(Saved data entries)
....

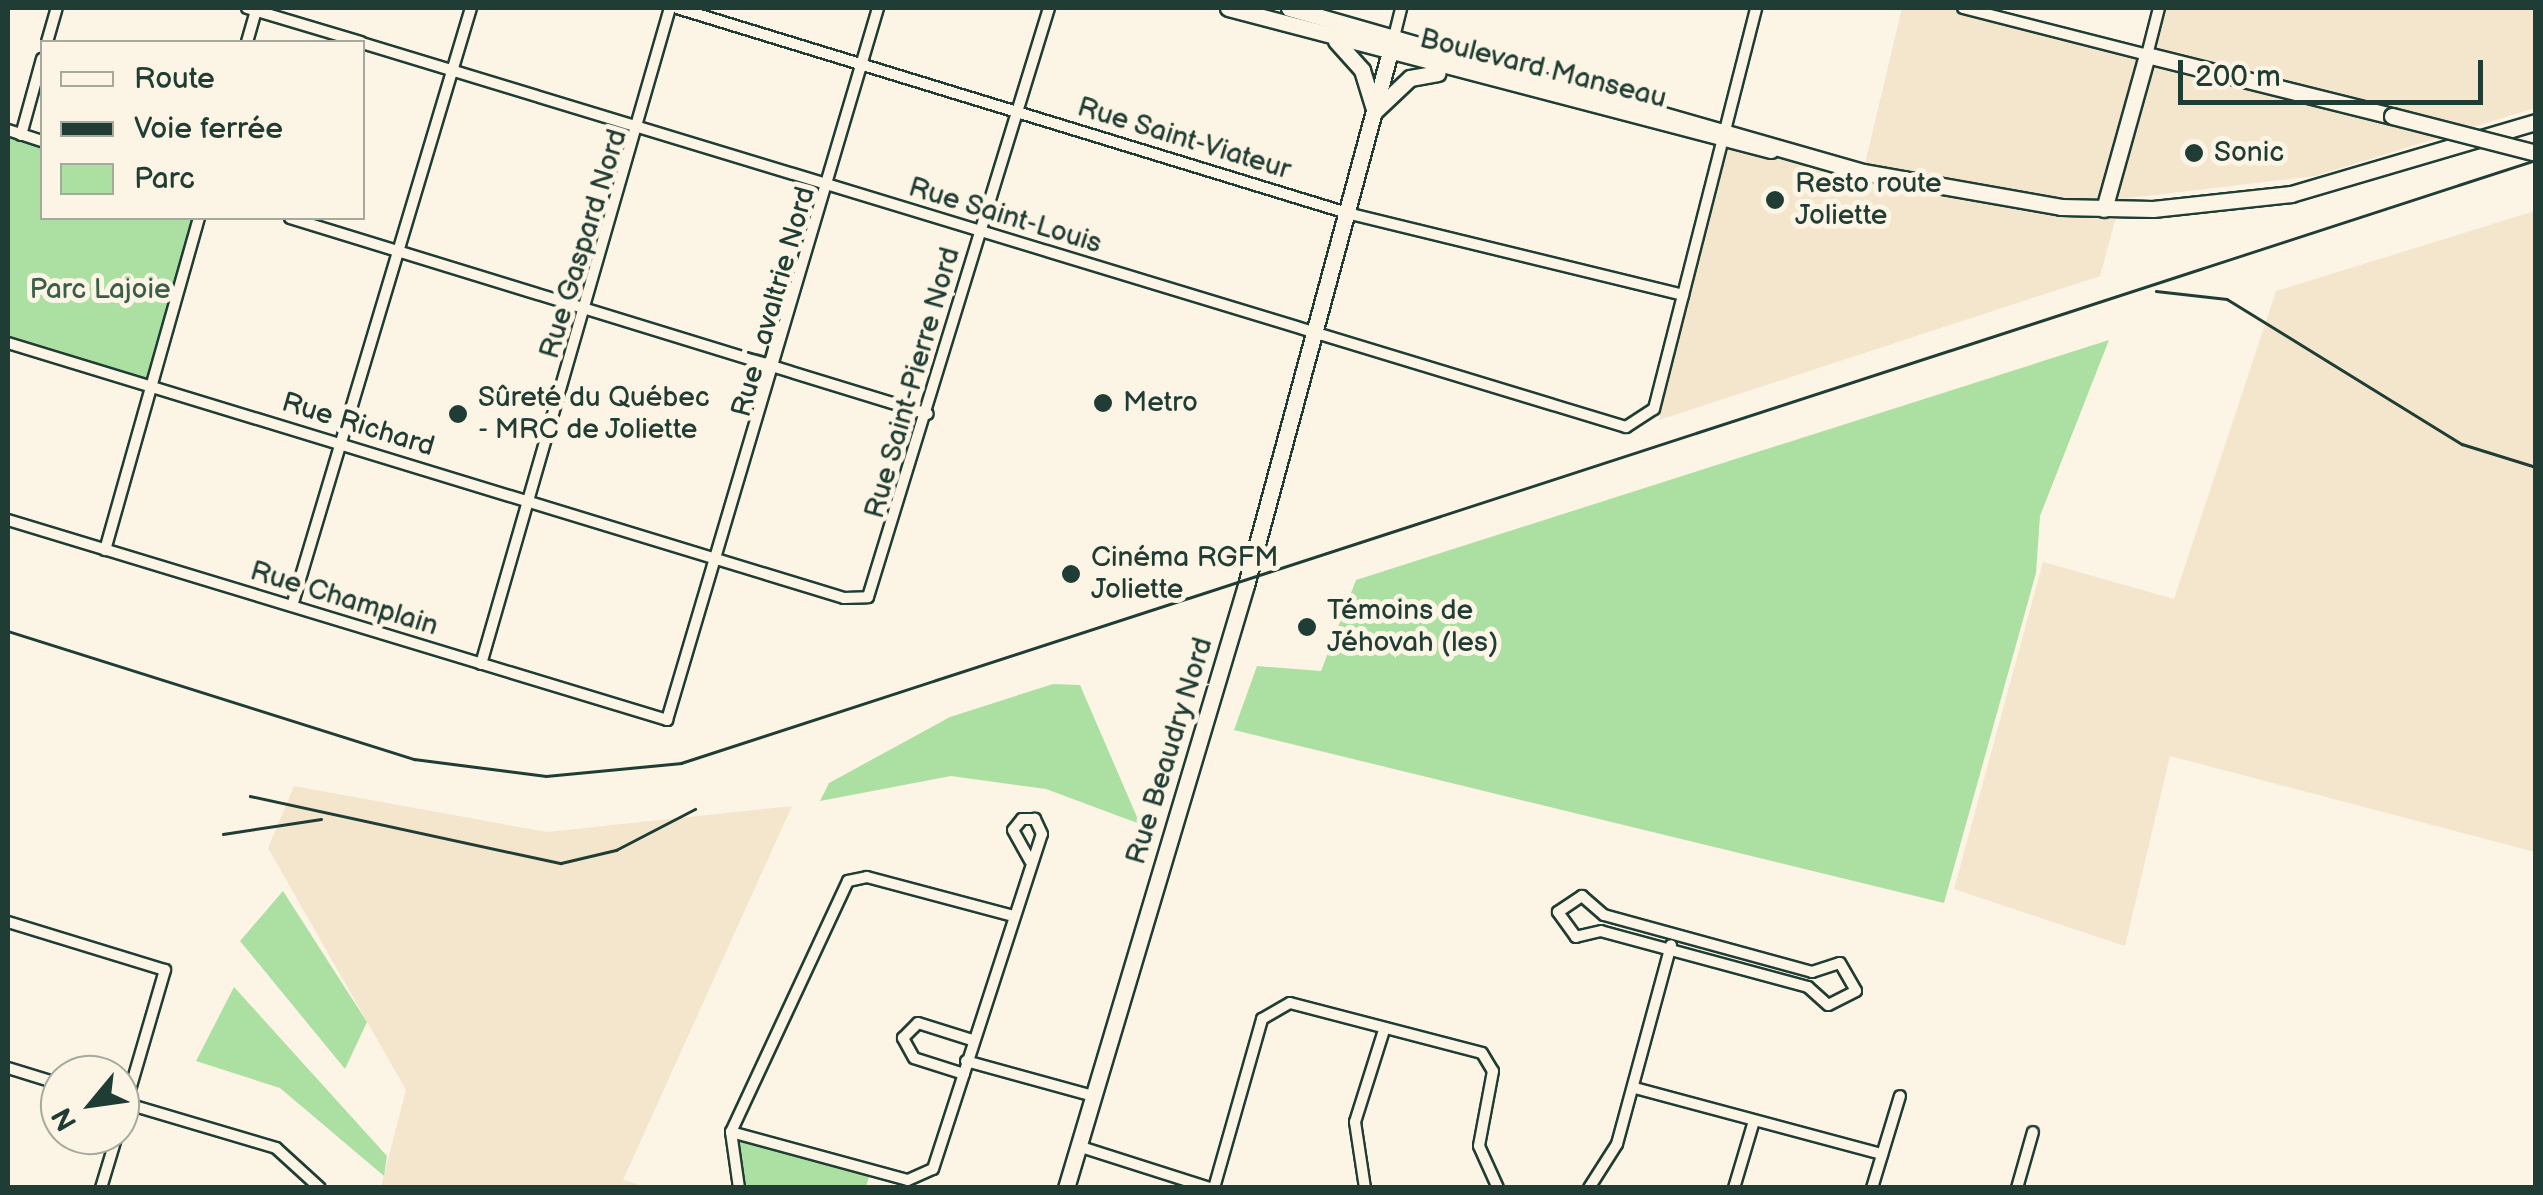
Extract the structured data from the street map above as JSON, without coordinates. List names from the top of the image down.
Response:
{
  "streets": {
    "main road": ["Boulevard Manseau", "Rue Beaudry Nord"],
    "street": [
      "Rue Saint-Viateur",
      "Rue Saint-Louis",
      "Rue Gaspard Nord",
      "Rue Lavaltrie Nord",
      "Rue Saint-Pierre Nord",
      "Rue Richard",
      "Rue Champlain"
    ]
  },
  "crossings": [
    ["Boulevard Manseau", "Rue Beaudry Nord"],
    ["Rue Saint-Viateur", "Rue Saint-Louis"],
    ["Rue Saint-Viateur", "Rue Gaspard Nord"],
    ["Rue Saint-Viateur", "Rue Lavaltrie Nord"],
    ["Rue Saint-Viateur", "Rue Saint-Pierre Nord"],
    ["Rue Saint-Viateur", "Rue Beaudry Nord"],
    ["Rue Saint-Louis", "Rue Gaspard Nord"],
    ["Rue Saint-Louis", "Rue Lavaltrie Nord"],
    ["Rue Saint-Louis", "Rue Saint-Pierre Nord"],
    ["Rue Saint-Louis", "Rue Beaudry Nord"],
    ["Rue Gaspard Nord", "Rue Richard"],
    ["Rue Gaspard Nord", "Rue Champlain"],
    ["Rue Lavaltrie Nord", "Rue Richard"],
    ["Rue Lavaltrie Nord", "Rue Champlain"],
    ["Rue Saint-Pierre Nord", "Rue Richard"]
  ],
  "parks": ["Parc Lajoie"],
  "places": [
    "Sonic",
    "Resto route Joliette",
    "Metro",
    "Sûreté du Québec - MRC de Joliette",
    "Cinéma RGFM Joliette",
    "Témoins de Jéhovah (les)"
  ],
  "legend": ["Route", "Voie ferrée", "Parc"],
  "scale_bar": "200 m",
  "north": "bottom left"
}
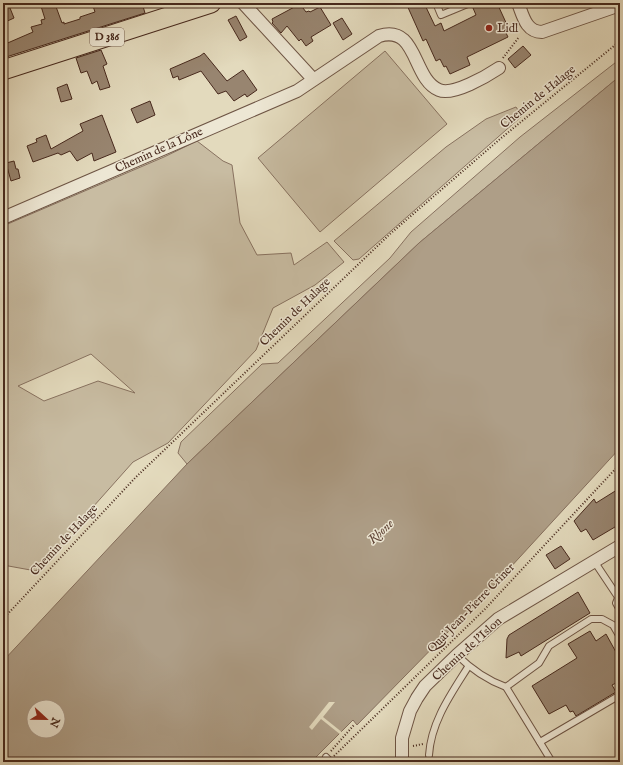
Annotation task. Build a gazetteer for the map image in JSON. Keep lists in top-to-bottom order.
{
  "streets": {
    "main road": ["D 386"],
    "street": ["Chemin de la Lône", "Chemin de l'Islon"],
    "path": ["Chemin de Halage", "Quai Jean-Pierre Criner"]
  },
  "water": ["Rhone"],
  "places": ["Lidl"],
  "north": "right"
}
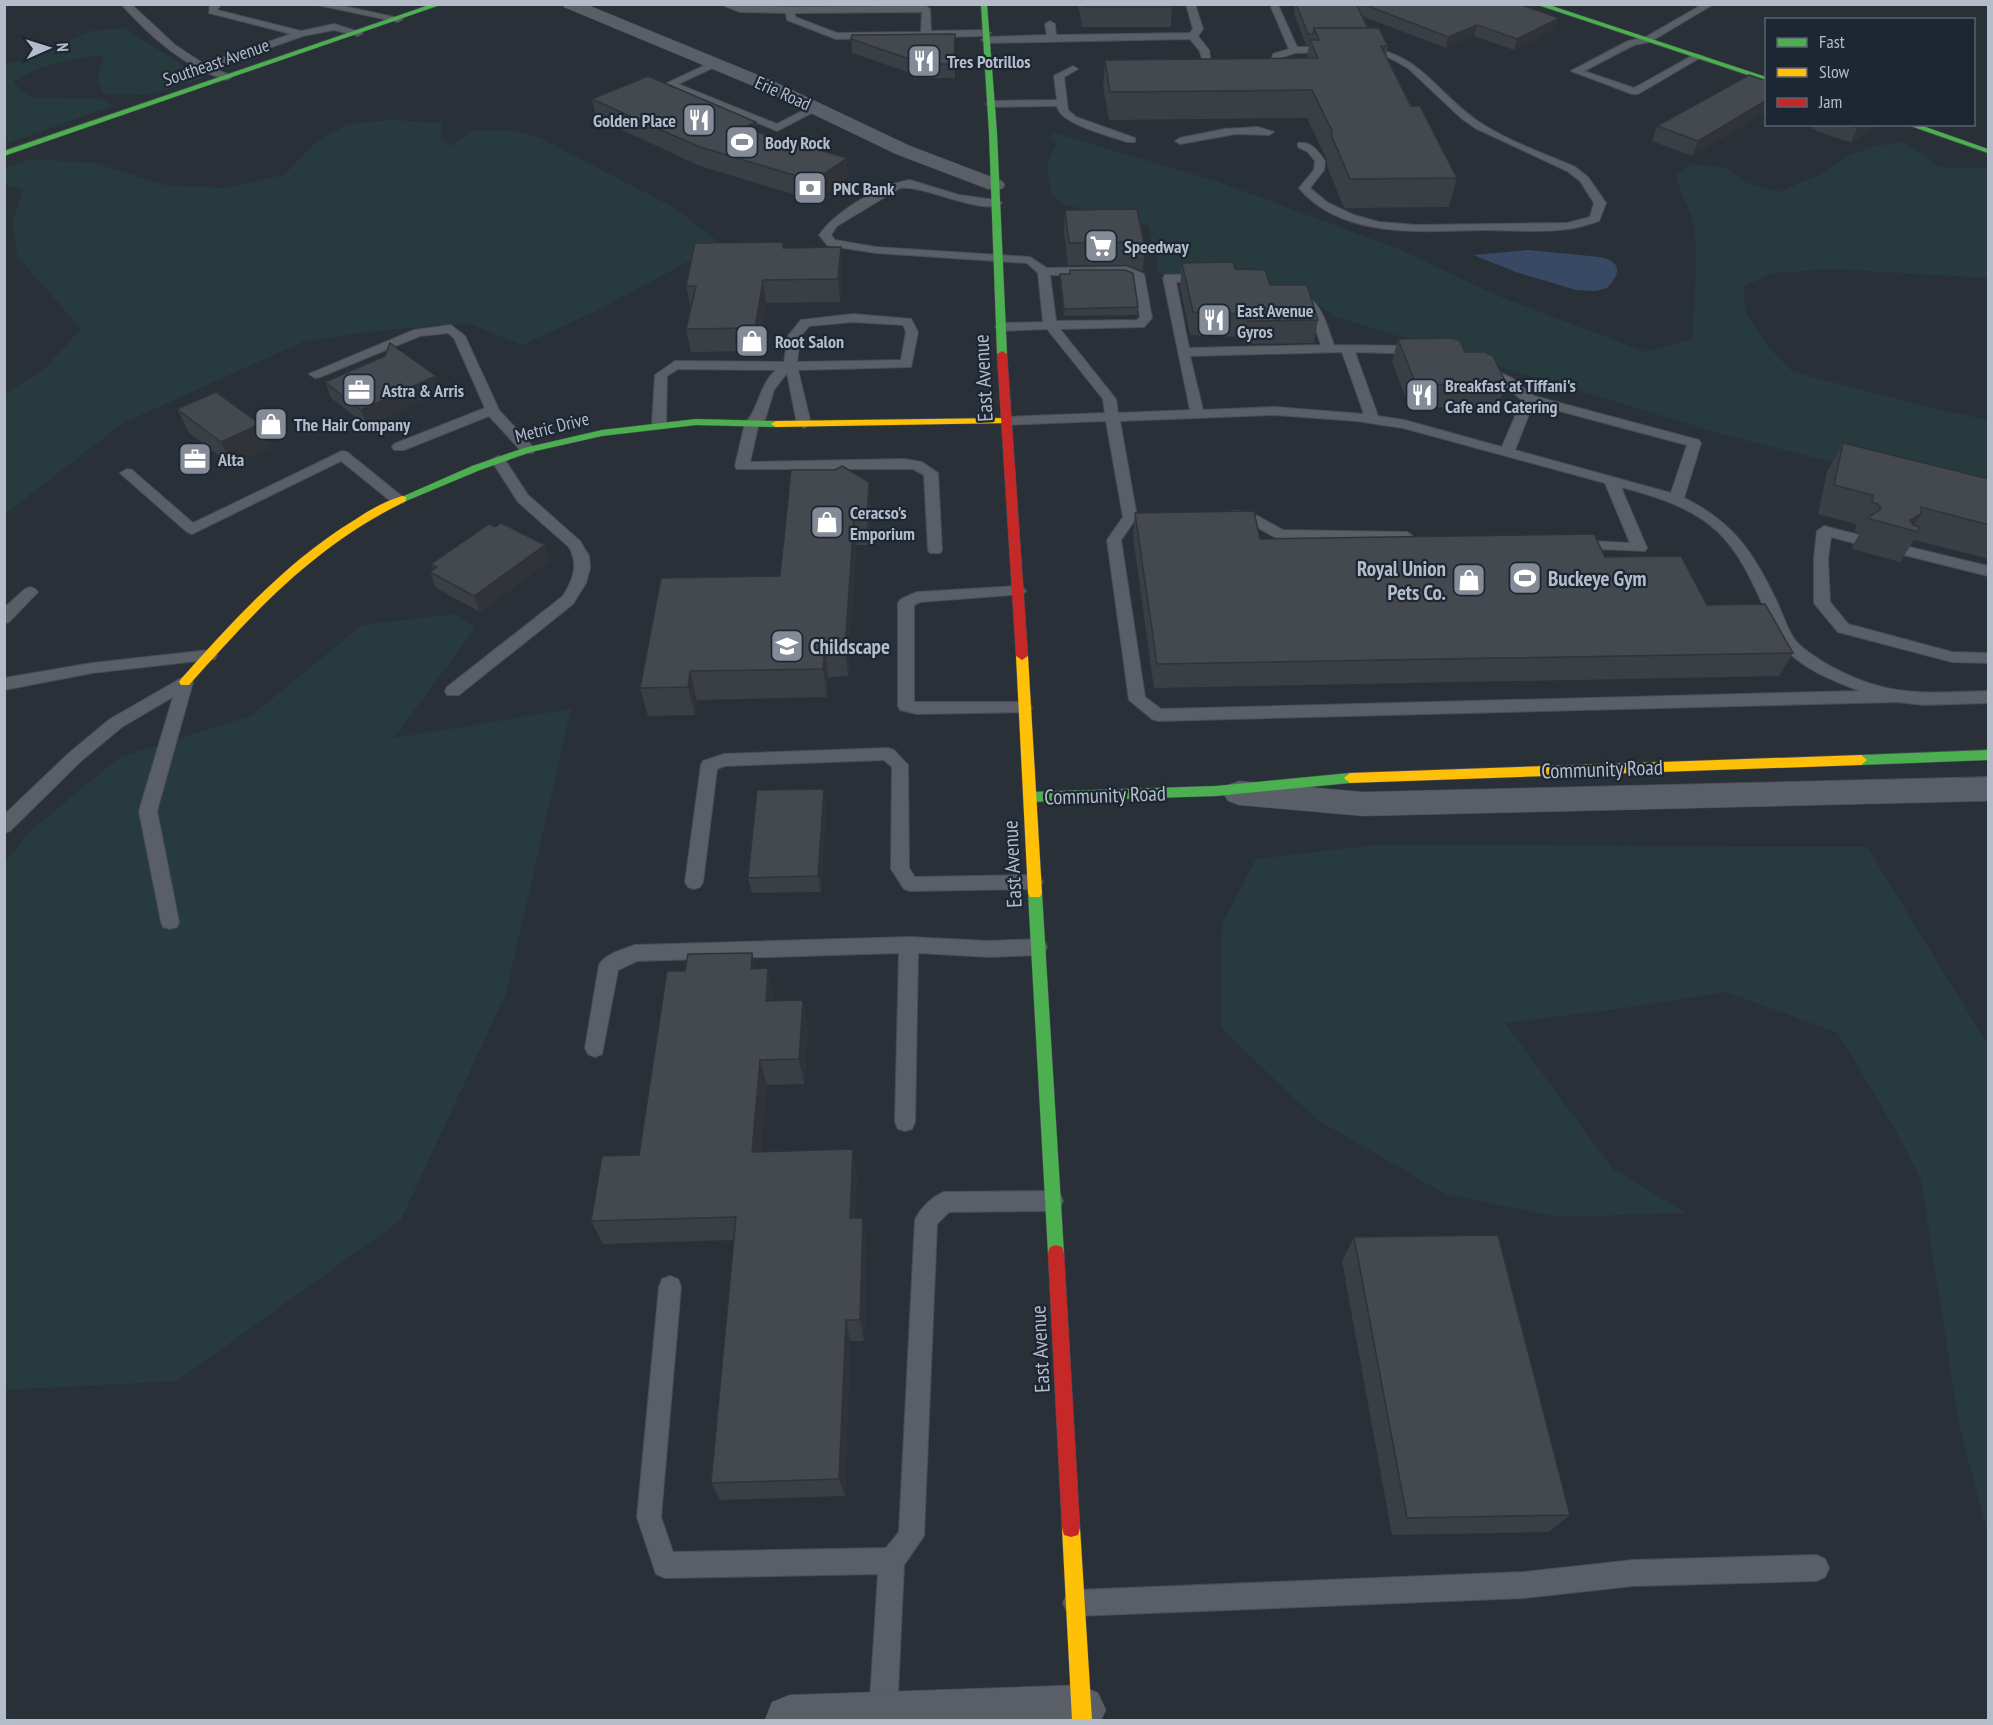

....

## Instructions for the task
Each record should be quoted exactly, with the images omitted.

## Result below
Extract the structured data from the street map above as JSON, without coordinates. List names from the top of the image down.
Response:
{
  "streets": {
    "main road": ["Boulevard Manseau", "Rue Beaudry Nord"],
    "street": [
      "Rue Saint-Viateur",
      "Rue Saint-Louis",
      "Rue Gaspard Nord",
      "Rue Lavaltrie Nord",
      "Rue Saint-Pierre Nord",
      "Rue Richard",
      "Rue Champlain"
    ]
  },
  "crossings": [
    ["Boulevard Manseau", "Rue Beaudry Nord"],
    ["Rue Saint-Viateur", "Rue Saint-Louis"],
    ["Rue Saint-Viateur", "Rue Gaspard Nord"],
    ["Rue Saint-Viateur", "Rue Lavaltrie Nord"],
    ["Rue Saint-Viateur", "Rue Saint-Pierre Nord"],
    ["Rue Saint-Viateur", "Rue Beaudry Nord"],
    ["Rue Saint-Louis", "Rue Gaspard Nord"],
    ["Rue Saint-Louis", "Rue Lavaltrie Nord"],
    ["Rue Saint-Louis", "Rue Saint-Pierre Nord"],
    ["Rue Saint-Louis", "Rue Beaudry Nord"],
    ["Rue Gaspard Nord", "Rue Richard"],
    ["Rue Gaspard Nord", "Rue Champlain"],
    ["Rue Lavaltrie Nord", "Rue Richard"],
    ["Rue Lavaltrie Nord", "Rue Champlain"],
    ["Rue Saint-Pierre Nord", "Rue Richard"]
  ],
  "parks": ["Parc Lajoie"],
  "places": [
    "Sonic",
    "Resto route Joliette",
    "Metro",
    "Sûreté du Québec - MRC de Joliette",
    "Cinéma RGFM Joliette",
    "Témoins de Jéhovah (les)"
  ],
  "legend": ["Route", "Voie ferrée", "Parc"],
  "scale_bar": "200 m",
  "north": "bottom left"
}
Annotation task. Build a gazetteer for the map image in JSON. Keep lists in top-to-bottom order.
{
  "streets": {
    "main road": ["D 386"],
    "street": ["Chemin de la Lône", "Chemin de l'Islon"],
    "path": ["Chemin de Halage", "Quai Jean-Pierre Criner"]
  },
  "water": ["Rhone"],
  "places": ["Lidl"],
  "north": "right"
}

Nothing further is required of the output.